Let $A=(0,112), B=(0,126), C=(98,112)$ be points in the hyperbolic upper half plane H. Find the hyperbolic distances $d_h(A,B), d_h(A,C), d_h(B,C)$. Every answer should be in the form of a logarithm.
So I worked out just $BC$ since I am sure $AB$ and $AC$ work out the same procedure.
To find $BC$:
we know $B=(0,126)$ and $C=(98,112)$
I found the midpoint=$(49,119)$ and I also found the reciprocal slope=$7$. Using this information, I found the x intercept to be $x=(32,0)$
Using the distance formula, I found CX=BX=130
and since the hyperbolic distance=$\ln\frac{\csc(B)-\cot(B)}{\csc(A)-\cot(A)}$, I obtained:
$$\ln\frac{\frac{130}{126}-\frac{-32}{126}}{\frac{130}{112}-\frac{-32}{112}}$$
I just want anyone to confirm if this looks right.
EDIT:
From above:
$B=(X_1,Y_1)=(0,126)$
$C=(X_2,Y_2)=(98,112)$
$X=(X_3,Y_3)=(32,0)$
$CX=BX=130$
$$D(B,C)=\ln\frac{\frac{B_X}{Y_1}-\frac{X_1-X_3}{Y_1}}{\frac{CX}{Y_2}-\frac{X_2-X_3}{Y_2}}$$
Plugging in the values:
$$D(B,C)=\ln\frac{\frac{130}{126}-\frac{-32}{126}}{\frac{130}{112}-\frac{66}{112}}$$
Best Answer
Not sure about your formula at all, and your "midpoint" is not on the hyperbolic line $BC$ (remember the hyperbolic line is a half circle)

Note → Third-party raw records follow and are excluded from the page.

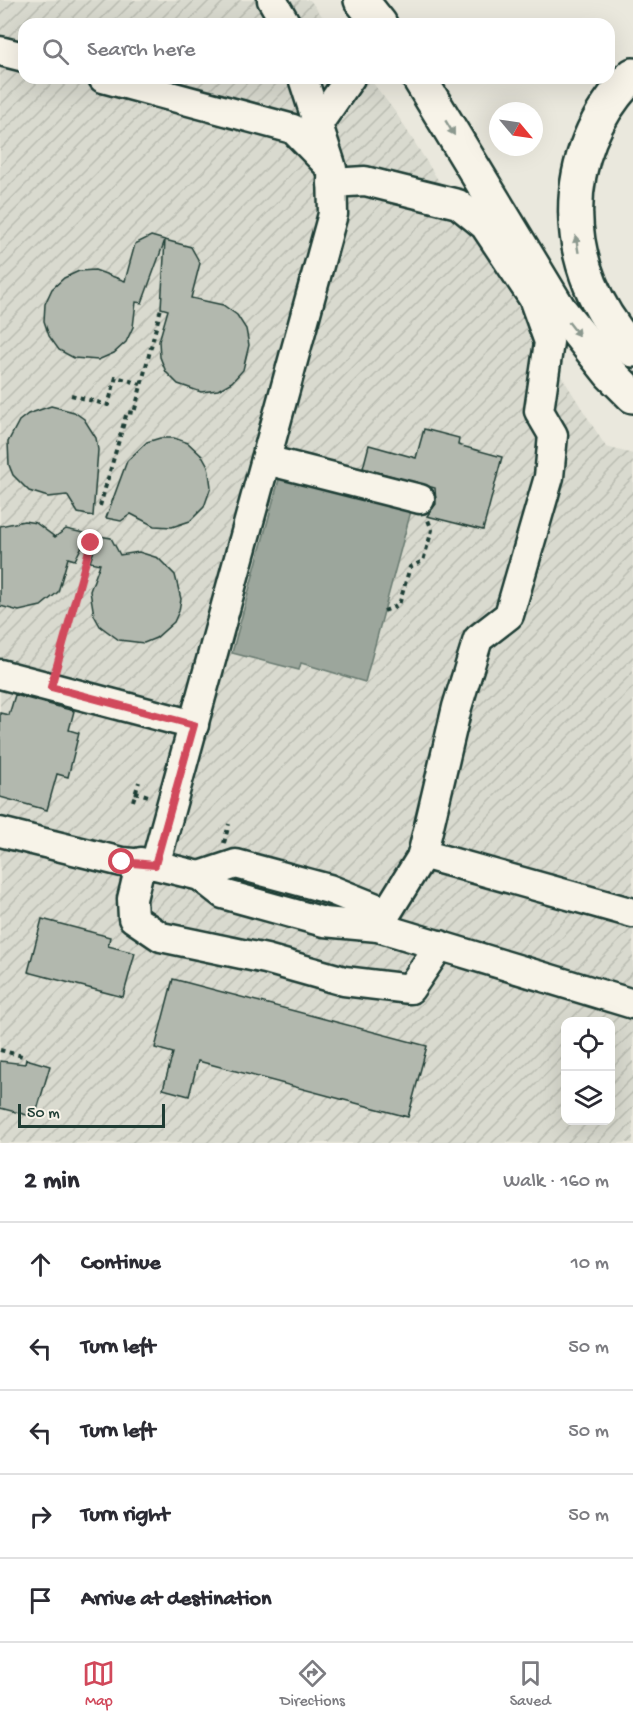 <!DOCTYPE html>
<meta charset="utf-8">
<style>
body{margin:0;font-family:"Gochi Hand",sans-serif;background:#f7f7f7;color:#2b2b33}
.controls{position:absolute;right:18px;bottom:18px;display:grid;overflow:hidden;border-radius:12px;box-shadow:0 6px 24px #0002}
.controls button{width:54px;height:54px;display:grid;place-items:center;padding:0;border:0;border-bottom:2px solid #e1e1e2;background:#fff;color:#2b2b33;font:30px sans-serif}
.compass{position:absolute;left:489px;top:102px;width:54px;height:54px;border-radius:50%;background:#fff;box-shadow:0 6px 24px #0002;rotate:119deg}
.scale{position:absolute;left:18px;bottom:15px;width:147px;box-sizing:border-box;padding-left:6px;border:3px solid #1f3d34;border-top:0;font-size:16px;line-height:21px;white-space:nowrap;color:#1f3d34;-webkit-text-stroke:4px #f7f3e8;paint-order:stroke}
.stop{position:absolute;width:18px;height:18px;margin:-14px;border:4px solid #d1495b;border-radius:50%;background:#fff}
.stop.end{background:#d1495b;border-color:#fff;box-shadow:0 2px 6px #0008}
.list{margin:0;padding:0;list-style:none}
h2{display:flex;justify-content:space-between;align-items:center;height:78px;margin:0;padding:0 24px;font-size:26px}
h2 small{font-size:20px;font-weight:400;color:#7c7c81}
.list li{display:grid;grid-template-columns:39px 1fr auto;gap:18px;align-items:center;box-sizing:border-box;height:84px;padding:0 24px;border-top:2px solid #e1e1e2}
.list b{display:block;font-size:22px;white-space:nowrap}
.list em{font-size:20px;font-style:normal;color:#7c7c81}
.icon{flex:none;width:33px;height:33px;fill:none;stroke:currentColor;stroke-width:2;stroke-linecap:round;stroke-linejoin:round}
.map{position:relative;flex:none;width:633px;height:1143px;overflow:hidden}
.search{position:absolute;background:#fff;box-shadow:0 6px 24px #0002;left:18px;right:18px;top:18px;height:66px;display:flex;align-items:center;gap:15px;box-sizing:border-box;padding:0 21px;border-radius:18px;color:#7c7c81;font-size:22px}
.sheet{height:498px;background:#fff}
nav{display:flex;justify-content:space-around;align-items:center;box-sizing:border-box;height:84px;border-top:2px solid #e1e1e2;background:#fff;font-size:16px;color:#7c7c81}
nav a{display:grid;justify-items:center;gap:3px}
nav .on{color:#d1495b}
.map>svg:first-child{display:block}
.industrial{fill:url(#industrial-furrows);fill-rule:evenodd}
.water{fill:#9ca69c;stroke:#6a7c72;stroke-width:1.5}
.building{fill:#b2b8ae;stroke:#1f3d34;stroke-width:1.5}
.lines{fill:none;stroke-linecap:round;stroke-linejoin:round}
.minor-casing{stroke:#1f3d34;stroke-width:33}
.highway-casing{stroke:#1f3d34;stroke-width:38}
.path{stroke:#1f3d34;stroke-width:4;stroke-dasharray:4.5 4.5;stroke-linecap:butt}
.minor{stroke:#f7f3e8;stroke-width:28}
.highway{stroke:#f7f3e8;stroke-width:33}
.oneway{fill:#8b988e}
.route{stroke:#d1495b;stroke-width:8}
</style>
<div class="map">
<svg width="633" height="1143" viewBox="0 0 633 1143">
<defs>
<pattern id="industrial-furrows" width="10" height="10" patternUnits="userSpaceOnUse" patternTransform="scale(1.5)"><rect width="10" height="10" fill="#d9dacf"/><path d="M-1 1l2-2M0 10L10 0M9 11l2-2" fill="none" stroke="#babcb2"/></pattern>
</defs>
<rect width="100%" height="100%" fill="#eae8dd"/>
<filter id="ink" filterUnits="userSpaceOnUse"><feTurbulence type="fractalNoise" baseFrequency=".0167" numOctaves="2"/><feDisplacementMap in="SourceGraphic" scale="12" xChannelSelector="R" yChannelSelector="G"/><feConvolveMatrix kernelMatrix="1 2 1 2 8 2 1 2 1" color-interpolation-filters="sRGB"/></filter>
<g filter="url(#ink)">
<!-- industrial -->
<path class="industrial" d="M0,0H310L328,24H24V78H369L396,113L606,447L633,454V1143H0ZM566,1022H610V1120H566Z"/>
<!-- water -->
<polygon class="water" points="280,476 411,511 365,682 301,663 299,670 232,653"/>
<!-- building -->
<g class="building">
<polygon points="151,236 165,240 142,303 136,302 133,327 126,342 114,353 98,360 74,358 59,350 49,336 44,321 45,304 52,289 64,278 79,271 95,270 125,281 135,244"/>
<polygon points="165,240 191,247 200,263 191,298 223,305 237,315 246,329 249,345 243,370 232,382 218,390 201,392 178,384 166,372 160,357 159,341 168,310 161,308"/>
<polygon points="51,406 74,412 84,419 96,438 98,450 93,516 78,513 67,495 48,497 29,491 13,475 9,465 8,442 19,421 28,414"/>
<polygon points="424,429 459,438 458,445 502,457 483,530 427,516 436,504 435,488 363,468 369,445 416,458"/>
<polygon points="160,438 174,438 188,443 203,457 208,466 211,487 204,507 190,521 172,527 154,526 131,514 121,521 106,518 127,461 147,442"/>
<polygon points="24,521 36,523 55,537 66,529 88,534 75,560 68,558 58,592 41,606 19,611 0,606 0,526"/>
<polygon points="99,536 111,538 120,555 139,552 158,558 175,575 181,599 179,611 174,622 156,638 144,643 119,640 100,626 94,615 90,591 100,564 90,562"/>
<polygon points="15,695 74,711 69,730 79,733 68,777 57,774 47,810 0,797 0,713 9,715"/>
<polygon points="42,919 110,937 108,946 135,953 123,997 28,972"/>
<polygon points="173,979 427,1046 408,1117 198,1061 189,1096 163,1089 173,1053 155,1048"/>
<polygon points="26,1059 50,1066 35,1117 0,1108 0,1061 25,1064"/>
</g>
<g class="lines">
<!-- minor casing -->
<g class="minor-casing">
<g id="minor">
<polyline points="272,0 286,24"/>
<polyline points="0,51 24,57"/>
<polyline points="103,78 293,129 332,169 333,214 155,865 200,876 223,894 324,922 378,927 633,1004"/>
<polyline points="303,78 331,165"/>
<polyline points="318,124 350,78"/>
<polyline points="332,183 365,181 458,204 485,226 533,298 549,342 539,411 553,435 549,477 509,615 478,639 457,707 422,856 378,927"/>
<polyline points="266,460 420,499"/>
<polyline points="0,674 194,725"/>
<polyline points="0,832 122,862 155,865"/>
<polyline points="422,854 633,913"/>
<polyline points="141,862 132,899 133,918 161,937 266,959 344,981 410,989 440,945"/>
<polyline points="200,876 236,864 329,889 386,912"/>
</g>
</g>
<!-- highway casing -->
<g class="highway-casing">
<g id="highway">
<polyline points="361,0 380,24"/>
<path d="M633,75C555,153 558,271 633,350"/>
<polyline points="419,78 559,309 610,373 633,396"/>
</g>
</g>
<!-- path -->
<g class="path">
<polyline points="71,395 108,405 116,377 141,384"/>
<polyline points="100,506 127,412 134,413 161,308"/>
<polyline points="384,611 399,605 410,567 423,561 432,530 428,520"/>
<polyline points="57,667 91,543"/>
<polyline points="135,792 152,797"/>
<polyline points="133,801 139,782"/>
<polyline points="224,843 229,824"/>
<polyline points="0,1050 26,1057"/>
</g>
<!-- minor -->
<use href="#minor" class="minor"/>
<!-- highway -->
<use href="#highway" class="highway"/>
</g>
<!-- one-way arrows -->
<defs><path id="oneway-solid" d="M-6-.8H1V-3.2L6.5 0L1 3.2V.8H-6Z" transform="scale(1.5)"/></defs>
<g class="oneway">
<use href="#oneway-solid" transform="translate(450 128) rotate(59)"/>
<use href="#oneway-solid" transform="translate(577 244) rotate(-100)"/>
<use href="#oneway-solid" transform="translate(574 329) rotate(52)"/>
</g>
</g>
<g class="lines" filter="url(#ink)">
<!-- route -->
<polyline class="route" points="91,543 51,687 194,725 155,865 122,862"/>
</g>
</svg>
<div class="controls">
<button><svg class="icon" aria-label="locate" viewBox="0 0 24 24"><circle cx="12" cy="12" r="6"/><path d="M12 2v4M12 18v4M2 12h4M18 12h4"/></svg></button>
<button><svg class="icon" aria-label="layers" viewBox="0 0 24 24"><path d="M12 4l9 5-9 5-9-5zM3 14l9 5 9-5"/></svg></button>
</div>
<svg class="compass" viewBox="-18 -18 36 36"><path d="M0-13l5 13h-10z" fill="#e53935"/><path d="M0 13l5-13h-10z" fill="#7c7c81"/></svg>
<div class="scale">50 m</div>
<div class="stop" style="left:122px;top:862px"></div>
<div class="stop end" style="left:91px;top:543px"></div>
<div class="search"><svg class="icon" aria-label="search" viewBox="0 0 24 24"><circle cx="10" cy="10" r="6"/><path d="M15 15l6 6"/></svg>Search here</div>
</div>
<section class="sheet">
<h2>2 min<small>Walk · 160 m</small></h2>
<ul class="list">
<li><svg class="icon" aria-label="ahead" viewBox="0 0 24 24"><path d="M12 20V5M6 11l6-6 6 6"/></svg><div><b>Continue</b></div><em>10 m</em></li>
<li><svg class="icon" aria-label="left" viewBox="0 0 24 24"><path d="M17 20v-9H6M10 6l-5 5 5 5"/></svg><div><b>Turn left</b></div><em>50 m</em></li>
<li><svg class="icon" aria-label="left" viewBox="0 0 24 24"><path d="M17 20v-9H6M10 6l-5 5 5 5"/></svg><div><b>Turn left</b></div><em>50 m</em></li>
<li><svg class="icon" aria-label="right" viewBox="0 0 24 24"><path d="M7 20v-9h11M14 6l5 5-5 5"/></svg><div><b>Turn right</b></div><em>50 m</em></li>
<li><svg class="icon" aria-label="arrive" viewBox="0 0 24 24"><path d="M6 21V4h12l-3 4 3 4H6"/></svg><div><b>Arrive at destination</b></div></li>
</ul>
</section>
<nav>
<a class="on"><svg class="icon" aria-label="map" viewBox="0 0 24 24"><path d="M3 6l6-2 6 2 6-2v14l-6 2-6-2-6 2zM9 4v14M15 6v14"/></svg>Map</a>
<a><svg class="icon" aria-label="directions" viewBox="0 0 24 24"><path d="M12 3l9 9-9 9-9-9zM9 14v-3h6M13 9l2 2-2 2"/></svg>Directions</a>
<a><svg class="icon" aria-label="saved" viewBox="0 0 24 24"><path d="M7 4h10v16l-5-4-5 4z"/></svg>Saved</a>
</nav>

https://en.wikipedia.org/wiki/Poincar%C3%A9_half-plane_model gives another formula:
$$ \operatorname{dist} (\langle x_1, y_1 \rangle, \langle x_2, y_2 \rangle) = \operatorname{arcosh} \left( 1 + \frac{ {(x_2 - x_1)}^2 + {(y_2 - y_1)}^2 }{ 2 y_1 y_2 } \right) $$
then according to https://en.wikipedia.org/wiki/Hyperbolic_function#Inverse_functions_as_logarithms
$$ \operatorname {arcosh} (x) = \ln \left(x + \sqrt{x^{2} - 1} \right) $$
so if you get the same answer via this method there must be something right about it.
if you get a different answer there is something wrong somewhere.
Good luck
Added later:
I did some calculating and I think your formula was wrong, you should multiply the values not divide them, but maybe nicer is to formulate them as:
$$ \ln \left( \frac{(1+ \cos(A) ) (1+ \cos(B) )}{\sin(A)\sin(B)} \right) $$
Or even more nicely as
$$ \ln \left( \frac{1+ \cos(A) )}{\sin(A)} \right) + \ln \left( \frac{1+ \cos(B) )}{\sin(B)} \right) $$
being the sum of the distances A - top of the line and B - top of the line.